Agencies that maintain legacy collaboration systems and do not move to the cloud are paying a hidden tax on their productivity that wastes time and money, the White House says.

The White House wants more agencies to move their applications to the cloud and claims that failing to do so would be a detriment to productivity.

“Too few federal agencies have basic collaboration tools such as real-time document sharing or videoconferencing,” documentation accompanying the president’s 2018 budget request states. “In many cases, the tools being used by agencies are more than a decade old and run on legacy systems with growing maintenance costs.
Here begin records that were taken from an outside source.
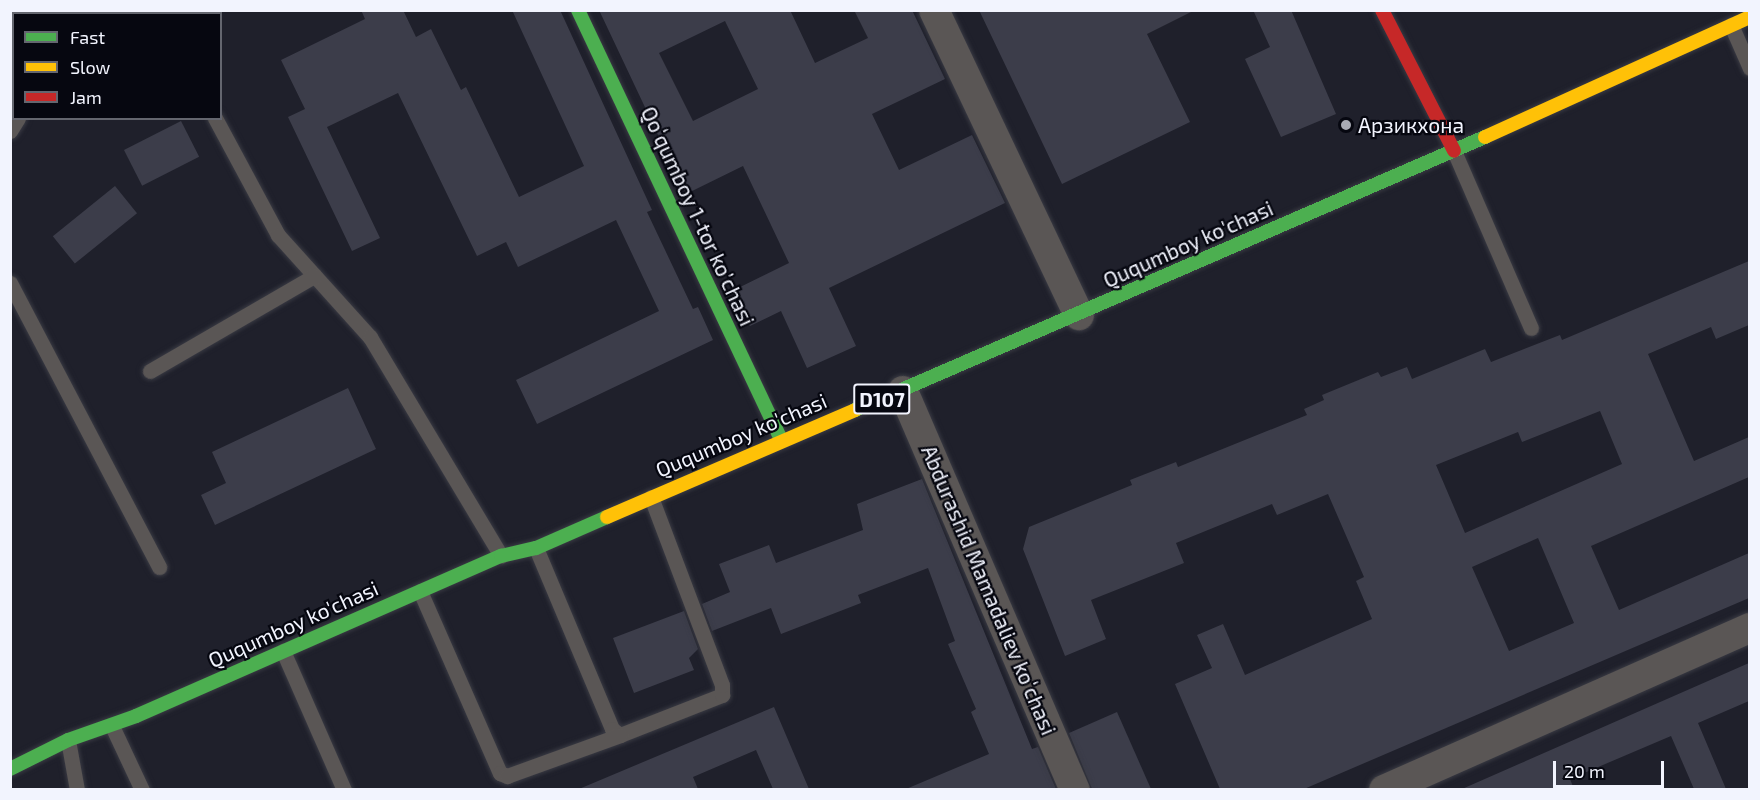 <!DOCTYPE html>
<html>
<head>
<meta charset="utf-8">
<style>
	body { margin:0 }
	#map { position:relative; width:1760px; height:800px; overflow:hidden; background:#1f202b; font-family:"Exo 2",sans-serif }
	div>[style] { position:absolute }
	.building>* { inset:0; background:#3c3d4a; transform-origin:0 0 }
	.roads { filter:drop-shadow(0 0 2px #393a43) drop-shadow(0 0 2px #393a43) }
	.lane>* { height:15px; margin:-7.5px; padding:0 7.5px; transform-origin:7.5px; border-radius:7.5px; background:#5a5655 }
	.street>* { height:30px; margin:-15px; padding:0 15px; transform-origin:15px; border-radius:15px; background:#5a5655 }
	.fast>* { height:14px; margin:-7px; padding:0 7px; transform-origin:7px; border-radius:7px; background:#4caf50 }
	.slow>* { height:14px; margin:-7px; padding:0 7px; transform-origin:7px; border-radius:7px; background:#ffc107 }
	.jam>* { height:14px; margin:-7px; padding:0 7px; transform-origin:7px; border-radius:7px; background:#c62828 }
	.dots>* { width:16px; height:16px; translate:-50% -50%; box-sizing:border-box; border:3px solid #060710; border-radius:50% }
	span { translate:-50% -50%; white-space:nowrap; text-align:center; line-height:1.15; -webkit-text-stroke:4.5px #060710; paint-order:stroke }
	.shield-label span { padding:2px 4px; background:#060710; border:2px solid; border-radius:4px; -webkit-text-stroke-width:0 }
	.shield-label { font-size:20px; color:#f2f4fe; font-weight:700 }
	.poi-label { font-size:21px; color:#f2f4fe }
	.left { translate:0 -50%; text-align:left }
	.street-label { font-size:21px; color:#f2f4fe }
	.frame { position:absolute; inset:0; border:12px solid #f2f4fe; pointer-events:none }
	.legend { position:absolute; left:12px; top:12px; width:210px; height:108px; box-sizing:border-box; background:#060710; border:2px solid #64666f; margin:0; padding:8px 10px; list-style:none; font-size:18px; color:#f2f4fe }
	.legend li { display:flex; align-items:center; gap:12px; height:30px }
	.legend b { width:30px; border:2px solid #64666f }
	.scale { position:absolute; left:1553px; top:761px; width:111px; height:27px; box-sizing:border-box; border:3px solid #f2f4fe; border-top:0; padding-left:8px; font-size:18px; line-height:21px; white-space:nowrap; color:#f2f4fe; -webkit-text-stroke:4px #060710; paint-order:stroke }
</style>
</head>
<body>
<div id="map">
	<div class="building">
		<i style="clip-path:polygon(361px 10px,403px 10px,416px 37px,431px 29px,461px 90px,466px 87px,519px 197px,584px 166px,512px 10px,560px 10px,652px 210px,647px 212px,693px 309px,698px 307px,713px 340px,537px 424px,516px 380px,659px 311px,616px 220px,518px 267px,506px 242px,477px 256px,398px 93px,327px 127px,380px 238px,352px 251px,288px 117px,305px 109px,281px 60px,365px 19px)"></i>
		<i style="clip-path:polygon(evenodd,599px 10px,790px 10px,815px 63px,868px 38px,854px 10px,912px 10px,945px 79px,872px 114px,899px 170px,972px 135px,1005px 203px,829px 288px,856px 346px,807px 368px,781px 311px,750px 326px,732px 291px,789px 263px,743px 166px,686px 194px,599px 10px,725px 21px,758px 89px,693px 121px,659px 53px,725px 21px)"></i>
		<i style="clip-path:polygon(979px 10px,1195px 10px,1147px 34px,1190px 122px,1062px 184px)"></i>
		<i style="clip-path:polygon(1253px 10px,1291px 10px,1336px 114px,1281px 137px,1245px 59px,1270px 47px)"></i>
		<i style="left:181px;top:121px;width:40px;height:64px;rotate:63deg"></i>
		<i style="left:115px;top:186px;width:35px;height:80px;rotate:51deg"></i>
		<i style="clip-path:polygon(evenodd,1749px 261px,1749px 325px,1716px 339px,1711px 327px,1648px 354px,1694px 461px,1749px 437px,1749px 477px,1591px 546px,1619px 610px,1749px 553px,1749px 598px,1304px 789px,1220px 789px,1175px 684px,1212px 668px,1197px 635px,1223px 624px,1245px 675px,1372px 619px,1356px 581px,1364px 577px,1328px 494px,1277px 515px,1272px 504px,1176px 543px,1184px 563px,1091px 600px,1106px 639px,1065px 656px,1023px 549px,1029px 527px,1132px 485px,1130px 480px,1176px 462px,1178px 467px,1307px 415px,1304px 409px,1324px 400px,1322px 395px,1378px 372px,1381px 377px,1407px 367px,1412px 379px,1485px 349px,1491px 362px,1560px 335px,1562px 340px,1749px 261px,1600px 411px,1622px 464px,1465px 533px,1436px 465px,1518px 432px,1522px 442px,1600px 411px,1749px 261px,1538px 538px,1574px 623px,1509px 651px,1472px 567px,1538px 538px)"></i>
		<i style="clip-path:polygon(348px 388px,376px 449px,215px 525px,201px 495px,226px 483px,212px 452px)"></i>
		<i style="clip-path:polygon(922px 479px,1032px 749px,1038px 747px,1056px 789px,906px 789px,989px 754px,971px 712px,976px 709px,948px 644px,955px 641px,928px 568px,858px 595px,861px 603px,781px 634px,771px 608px,712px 631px,702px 604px,730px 592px,719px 564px,769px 545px,776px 563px,863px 530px,857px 504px)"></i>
		<i style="clip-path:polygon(684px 611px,698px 649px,689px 658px,694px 670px,634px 693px,613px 638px)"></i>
		<i style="clip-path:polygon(1749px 663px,1749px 701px,1698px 723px,1726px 789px,1694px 789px,1671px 736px,1570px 779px,1574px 789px,1462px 789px)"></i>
		<i style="clip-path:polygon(774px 707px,809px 789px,773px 789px,756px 750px,693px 777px,698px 789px,579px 789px)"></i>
		<i style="clip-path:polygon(1117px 712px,1151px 789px,1092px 789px,1069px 733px)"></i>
	</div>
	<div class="roads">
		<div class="lane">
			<i style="left:112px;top:10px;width:6px;rotate:45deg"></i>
			<i style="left:196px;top:14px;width:4px;rotate:-76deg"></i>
			<i style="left:1731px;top:25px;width:47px;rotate:66.2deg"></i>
			<i style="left:10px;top:101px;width:4px;rotate:-14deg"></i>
			<i style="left:215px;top:118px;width:133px;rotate:61.7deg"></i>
			<i style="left:278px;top:235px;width:137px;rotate:48deg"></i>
			<i style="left:370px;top:337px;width:255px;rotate:59.1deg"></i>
			<i style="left:10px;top:131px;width:15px;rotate:-58deg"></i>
			<i style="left:1454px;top:151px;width:193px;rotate:66.5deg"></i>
			<i style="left:10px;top:283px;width:321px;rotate:62.3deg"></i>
			<i style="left:150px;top:371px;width:190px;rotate:-30.1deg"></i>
			<i style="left:536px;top:548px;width:196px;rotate:67.2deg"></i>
			<i style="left:612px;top:729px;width:10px;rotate:37deg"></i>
			<i style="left:620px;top:735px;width:110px;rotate:-21.4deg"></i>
			<i style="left:722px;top:695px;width:10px;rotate:-90deg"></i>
			<i style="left:722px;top:685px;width:201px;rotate:-110.7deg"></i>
			<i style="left:420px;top:591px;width:199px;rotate:66.3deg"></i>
			<i style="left:500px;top:773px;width:8px;rotate:23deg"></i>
			<i style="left:507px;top:776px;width:120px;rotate:-19.9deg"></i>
			<i style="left:283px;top:651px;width:152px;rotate:66.3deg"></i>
			<i style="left:112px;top:726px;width:71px;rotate:64.9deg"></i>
			<i style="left:68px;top:740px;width:51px;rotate:79.8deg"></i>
		</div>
		<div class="street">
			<i style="left:934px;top:10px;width:338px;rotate:64.6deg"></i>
			<i style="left:903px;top:391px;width:434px;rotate:66.7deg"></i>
			<i style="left:1384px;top:790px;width:400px;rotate:-23.9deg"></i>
		</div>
		<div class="fast">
			<i style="left:578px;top:10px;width:475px;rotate:64.7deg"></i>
			<i style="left:855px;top:410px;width:687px;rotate:-23.43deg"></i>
			<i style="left:10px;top:769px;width:65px;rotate:-26.6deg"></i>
			<i style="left:68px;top:740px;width:72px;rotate:-19.4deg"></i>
			<i style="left:136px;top:716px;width:399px;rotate:-23.7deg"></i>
			<i style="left:501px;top:556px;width:36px;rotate:-13deg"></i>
			<i style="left:536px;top:548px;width:77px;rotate:-23.6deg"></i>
		</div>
		<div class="slow">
			<i style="left:1485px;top:137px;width:291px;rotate:-24.4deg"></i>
			<i style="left:607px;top:517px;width:270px;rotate:-23.3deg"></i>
		</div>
		<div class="jam">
			<i style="left:1382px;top:10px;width:158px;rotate:62.9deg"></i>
		</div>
	</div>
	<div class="dots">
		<i style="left:1346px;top:125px;background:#a8aab4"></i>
	</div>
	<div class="shield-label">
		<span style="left:882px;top:399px">D107</span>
	</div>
	<div class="poi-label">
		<span class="left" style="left:1358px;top:125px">Арзикхона</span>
	</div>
	<div class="street-label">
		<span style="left:698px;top:216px;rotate:65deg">Qoʻqumboy 1-tor koʼchasi</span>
		<span style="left:1188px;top:244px;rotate:-24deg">Ququmboy ko'chasi</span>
		<span style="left:741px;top:435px;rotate:-23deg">Ququmboy ko'chasi</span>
		<span style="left:989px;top:590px;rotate:67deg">Abdurashid Mamadaliev koʻchasi</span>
		<span style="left:293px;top:624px;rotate:-24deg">Ququmboy ko'chasi</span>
	</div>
	<div class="frame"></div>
	<ul class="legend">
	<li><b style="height:8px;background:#4caf50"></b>Fast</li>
	<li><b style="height:8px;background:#ffc107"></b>Slow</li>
	<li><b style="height:8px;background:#c62828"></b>Jam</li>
	</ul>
	<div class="scale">20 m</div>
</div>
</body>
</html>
This situation is a hidden tax on productivity: It wastes time, creates missed opportunities, and slows coordination and creativity.”

Spending on legacy infrastructure now makes up about 70.3 percent of federal IT spending, up from 68 percent three years ago, the budget notes.  

Instead, the Trump administration points to agencies, such as the Justice Department, that have turned to cloud-based collaboration solutions and discovered significant savings, ranging from $500,000 to $10 million per year.

“The majority of agencies who moved to cloud-based collaboration solutions experienced cost savings after just a few years of investment,” the White House document reads.

The budget proposal also builds on a May 2017 executive order related to cybersecurity that states that agency leaders should show preference in their architecture for the cloud and shared IT services, such as email.